[Excerpts from a dataset]
------------------------------------
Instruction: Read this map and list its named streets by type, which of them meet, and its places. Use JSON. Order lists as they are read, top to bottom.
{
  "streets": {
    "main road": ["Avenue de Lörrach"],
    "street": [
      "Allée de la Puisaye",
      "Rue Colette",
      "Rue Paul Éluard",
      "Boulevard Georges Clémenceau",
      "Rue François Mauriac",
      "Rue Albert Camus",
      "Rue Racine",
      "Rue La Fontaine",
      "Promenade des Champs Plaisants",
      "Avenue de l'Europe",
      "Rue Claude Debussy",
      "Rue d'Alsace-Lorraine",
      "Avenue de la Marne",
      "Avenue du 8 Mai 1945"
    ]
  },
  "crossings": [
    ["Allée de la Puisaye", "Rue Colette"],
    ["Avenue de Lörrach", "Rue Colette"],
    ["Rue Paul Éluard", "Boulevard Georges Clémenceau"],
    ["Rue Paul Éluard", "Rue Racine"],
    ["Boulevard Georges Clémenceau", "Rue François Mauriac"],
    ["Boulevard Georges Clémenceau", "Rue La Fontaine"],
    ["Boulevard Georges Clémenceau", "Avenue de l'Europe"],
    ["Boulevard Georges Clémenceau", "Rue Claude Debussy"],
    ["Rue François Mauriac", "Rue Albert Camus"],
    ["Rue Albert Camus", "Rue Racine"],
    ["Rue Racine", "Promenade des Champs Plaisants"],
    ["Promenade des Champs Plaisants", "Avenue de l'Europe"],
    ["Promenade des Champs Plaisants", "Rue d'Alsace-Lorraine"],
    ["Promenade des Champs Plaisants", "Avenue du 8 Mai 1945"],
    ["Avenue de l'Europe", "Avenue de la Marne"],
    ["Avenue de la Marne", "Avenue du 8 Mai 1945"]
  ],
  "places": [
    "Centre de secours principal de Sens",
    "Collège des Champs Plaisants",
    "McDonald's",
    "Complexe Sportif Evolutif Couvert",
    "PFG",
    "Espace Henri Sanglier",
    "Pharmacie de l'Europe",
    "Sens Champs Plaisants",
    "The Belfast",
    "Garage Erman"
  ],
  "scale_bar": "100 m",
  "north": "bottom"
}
------------------------------------
When a line in the data contains "Promenade", return it as written.

**Response**.
      "Promenade des Champs Plaisants",
    ["Rue Racine", "Promenade des Champs Plaisants"],
    ["Promenade des Champs Plaisants", "Avenue de l'Europe"],
    ["Promenade des Champs Plaisants", "Rue d'Alsace-Lorraine"],
    ["Promenade des Champs Plaisants", "Avenue du 8 Mai 1945"],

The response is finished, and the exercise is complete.